Mastering Algorithms With C - Kyle Loudon [195]
Q: With DES, we encipher and decipher data by performing a series of permutations and substitutions. Exactly how these permutations and substitutions affect the data is essentially a function of 16 subkeys, derived from an initial key that we provide. In general, the security of DES is greatest when most of the subkeys differ from one another. Unfortunately, certain initial keys lead to situations in which all subkeys are identical. These initial keys are called weak keys. DES has four weak keys. What are they?
A: To generate subkeys in DES, we first transform the key from 64 bits to 56 bits. Once the key has been transformed, we divide it into two 28-bit blocks and perform a number of other operations that are repeated during each round. If either of the two 28-bit blocks contains bits that are all the same, these operations have no effect. Thus, we end up with subkeys that are identical for every round, and the initial key is considered weak. The four weak keys of DES and what they become are shown in Table 15.9.
Table 15.9. Weak Keys in DES Before and After the Key Transformation
Key
Becomes
0101 0101 0101 0101
0000000 0000000
1F1F 1F1F 1F1F 1F1F
0000000 FFFFFFF
E0E0 E0E0 F1F1 F1F1
FFFFFFF 0000000
FEFE FEFE FEFE FEFE
FFFFFFF FFFFFFF
Q: Avoiding weak keys is one security issue in DES. Another issue is avoiding semiweak keys. Semiweak keys come in pairs. Two keys form a semiweak key pair if the subkeys they produce are in the opposite order. This means that if we use one key from the pair to re-encipher the ciphertext generated using the other key, we effectively get the same result as deciphering the ciphertext with the original key. DES has six semiweak key pairs. What are they? Why are semiweak keys a problem?

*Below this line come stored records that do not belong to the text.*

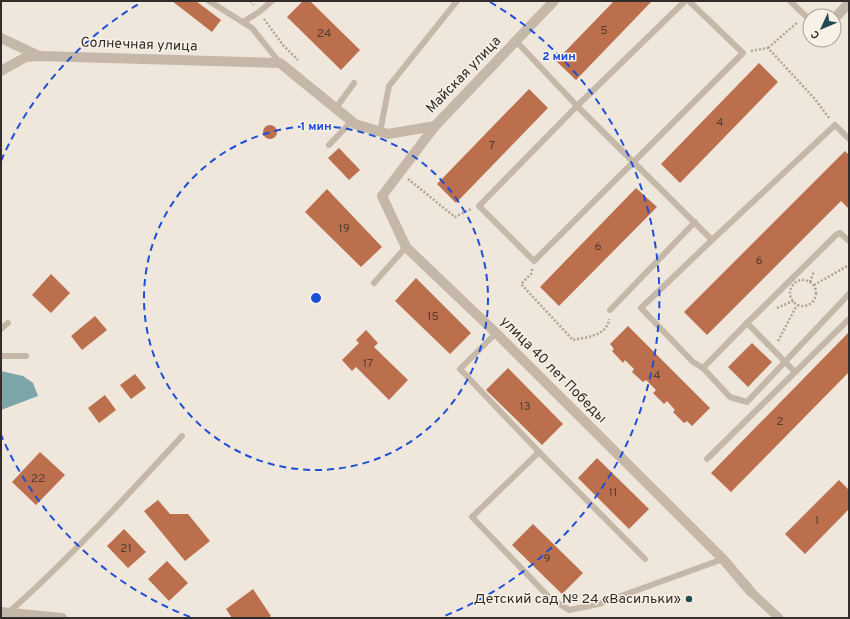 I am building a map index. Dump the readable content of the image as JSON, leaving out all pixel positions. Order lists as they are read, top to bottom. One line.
{"streets":{"street":["Солнечная улица","Майская улица","улица 40 лет Победы"]},"crossings":[["Солнечная улица","Майская улица"],["Майская улица","улица 40 лет Победы"]],"places":["Детский сад № 24 «Васильки»"],"house_numbers":["5","24","4","7","19","6","6","15","17","4","13","2","22","11","1","21","9"],"north":"bottom left","rings":["2 мин","1 мин"]} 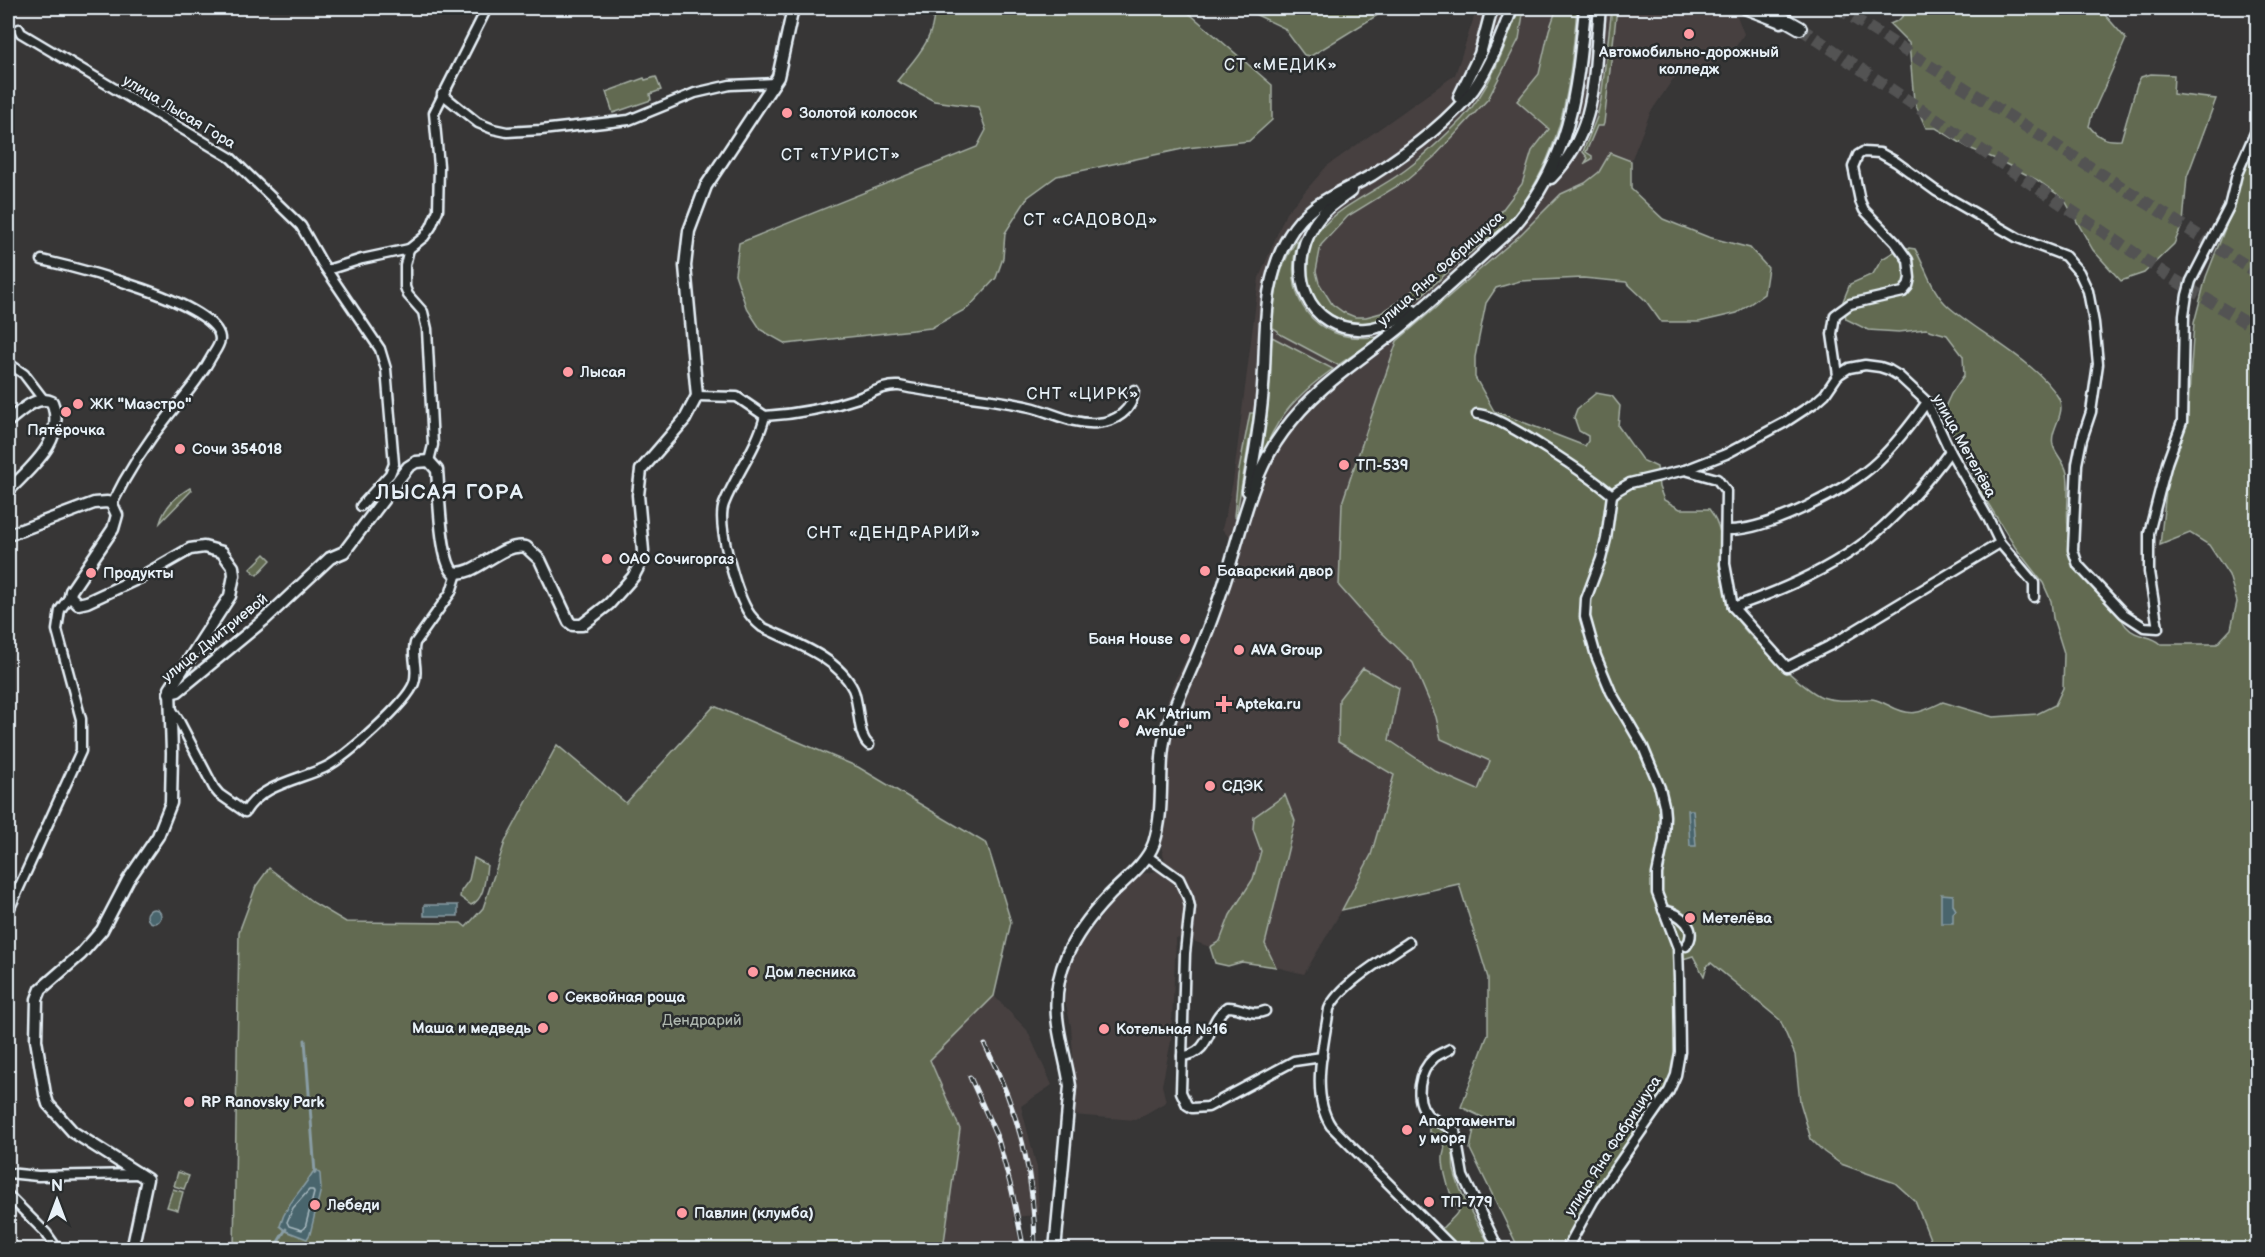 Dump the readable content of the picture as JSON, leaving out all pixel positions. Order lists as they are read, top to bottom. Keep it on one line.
{"streets":{"main road":["улица Яна Фабрициуса","улица Дмитриевой"],"street":["улица Лысая Гора","улица Метелёва"]},"districts":["СТ «МЕДИК»","СТ «ТУРИСТ»","СТ «САДОВОД»","СНТ «ЦИРК»","ЛЫСАЯ ГОРА","СНТ «ДЕНДРАРИЙ»"],"parks":["Дендрарий"],"places":{"other":["Автомобильно-дорожный колледж","Золотой колосок","Лысая","ЖК \"Маэстро\"","Пятёрочка","Сочи 354018","ТП-539","ОАО Сочигоргаз","Баварский двор","Продукты","Баня House","AVA Group","АК \"Atrium Avenue\"","СДЭК","Метелёва","Дом лесника","Секвойная роща","Маша и медведь","Котельная №16","RP Ranovsky Park","Апартаменты у моря","ТП-779","Лебеди","Павлин (клумба)"],"health":["Apteka.ru"]},"north":"top"} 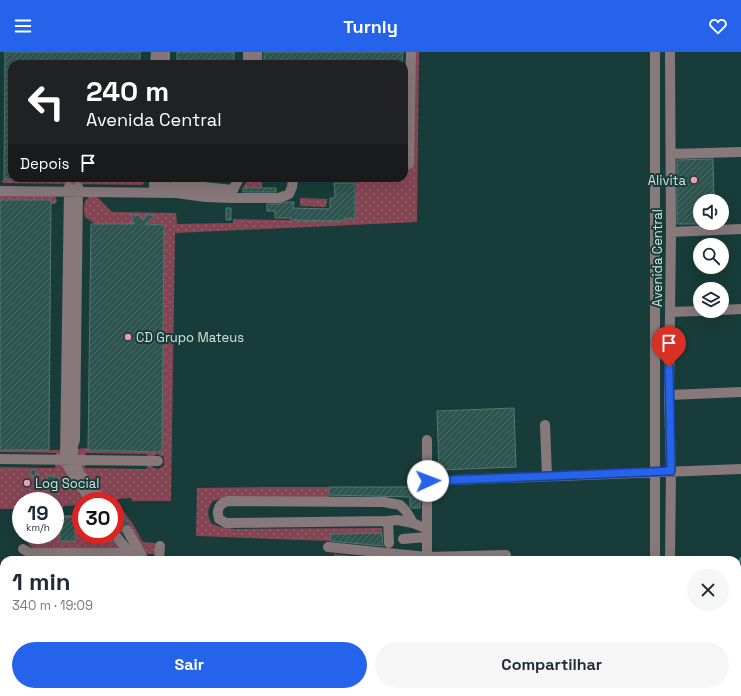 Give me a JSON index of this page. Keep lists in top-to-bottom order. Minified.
{"streets":{"street":["Avenida Central"]},"places":["Alivita","CD Grupo Mateus","Log Social"],"page":{"header":"Turnly","turn":["240 m","Avenida Central"],"then":"Depois","speed":"19 km/h","limit":"30","heading":["1 min","340 m · 19:09"],"buttons":["Sair","Compartilhar"]}}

A: The problem with semiweak key pairs in DES is that by re-enciphering the ciphertext with one key in the pair we essentially end up performing the same operation as deciphering the ciphertext with the other key. Thus, effectively we have two keys that can decipher the data, which makes semiweak keys undesirable. The six semiweak key pairs of DES are shown in Table 15.10.
Table 15.10. Semiweak Key Pairs in DES
Key 1
Key 2
01FE 01FE 01FE 01FE
FE01 FE01 FE01 FE01
1FE0 1FE0 0EF1 0EF1
E01F E01F F10E F10E
01E0 01E0 01F1 01F1
E001 E001 F101 F101
1EFE 1EFE 0EFE 0EFE
FE1F FE1F FE0E FE0E
011F 011F 010E 010E
1F01 1F01 0E01 0E01
E0FE E0FE F1FE F1FE
FEE0 FEE0 FEF1 FEF1
Q: Some applications of DES use keys that are generated randomly. In applications like this, what precautions might we take against the use of weak and semiweak keys, if any?
A: Considering the number of keys listed in Tables Table 15.9 and Table 15.10 combined, it's evident that out of 256 possible keys in DES, weak and semiweak keys are rare. Nevertheless, applications that use randomly generated keys often check to make sure a candidate key is not weak or semiweak before using it. On the other hand, since checking every key is somewhat wasteful considering how infrequent weak and semiweak keys are, many applications simply don't worry about them.
Q: RSA is a block cipher, which means that it processes data one block at a time. Whereas DES always uses a block size of 64 bits, the block size of RSA varies depending on the value of n, where n = pq. What happens if we mistakenly choose the block size so that some blocks of plaintext contain values greater than or equal to n?
A: The problem with a block of plaintext containing a value greater than or equal to n is that when we encipher and decipher blocks, the modular exponentiation operation is modulo n. This means that all blocks generated as either ciphertext or plaintext contain values less than n.